Interestingly, I do want to eventually add the ability to be able to "play" Blink plugins in realtime, like MIDI instruments. This is not currently possible - a Blink block is just this static thing on the timeline. You can jiggle a Blink parameter around while it's playing back and it won't click or glitch, but this is because of this thing that the engine does, where every time you adjust a parameter, it automatically crossfades out the old version of the block while crossfading in the new version, to cover up the clicks.

When it comes to playing back Blink plugins live while modulating parameters and stuff I don't think this kind of state-crossfading strategy is very good (sonically or scalability-wise). I'd prefer to be able to send Blink plugins MIDI-style event data and have the plugins themselves respond in an appropriate way. I still need to keep the current "static" parameter data (again it's crucial to the way that the sampler plugins generate waveforms, among other things.)

So I'm planning to extend the Blink API to add an extra "realtime parameter" layer to allow plugins to receive event-style data on top of what they are already doing. To borrow some shader terminology from the world of computer graphics, the non-realtime parameter data could be thought of as "uniform" while the realtime event data would be "varying".

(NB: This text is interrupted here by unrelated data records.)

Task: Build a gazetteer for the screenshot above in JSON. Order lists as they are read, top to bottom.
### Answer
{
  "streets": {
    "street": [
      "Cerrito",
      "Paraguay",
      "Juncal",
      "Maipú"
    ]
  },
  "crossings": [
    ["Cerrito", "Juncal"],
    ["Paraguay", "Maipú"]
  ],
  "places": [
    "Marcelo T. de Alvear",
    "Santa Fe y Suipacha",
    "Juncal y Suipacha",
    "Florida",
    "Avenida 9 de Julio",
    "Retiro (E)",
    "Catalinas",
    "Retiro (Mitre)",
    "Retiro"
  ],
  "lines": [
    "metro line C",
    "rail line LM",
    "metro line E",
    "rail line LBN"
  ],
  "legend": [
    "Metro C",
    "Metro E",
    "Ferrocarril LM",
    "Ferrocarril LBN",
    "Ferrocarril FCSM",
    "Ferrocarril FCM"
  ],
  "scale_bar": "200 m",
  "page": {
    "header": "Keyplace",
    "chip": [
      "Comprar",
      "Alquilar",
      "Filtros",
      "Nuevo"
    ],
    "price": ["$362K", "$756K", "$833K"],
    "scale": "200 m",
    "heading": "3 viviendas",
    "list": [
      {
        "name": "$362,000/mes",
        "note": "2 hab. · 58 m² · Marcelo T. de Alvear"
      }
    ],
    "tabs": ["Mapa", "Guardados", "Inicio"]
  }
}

Anyway sorry I don't have anything new and cool to show yet. Progress is happening every day. I am fairly well and sleeping okay. Once I get through this refactor and get the parameter/manipulation system working again, I will likely release another build. I think the latest build is a little buggy so I may decide to put things on hold and work exclusively on bugs and stability for a few weeks. I don't like to do this very often because often I am fixing bugs in code that is going to be changed anyway but it is also nice to have a good build just for playing around with.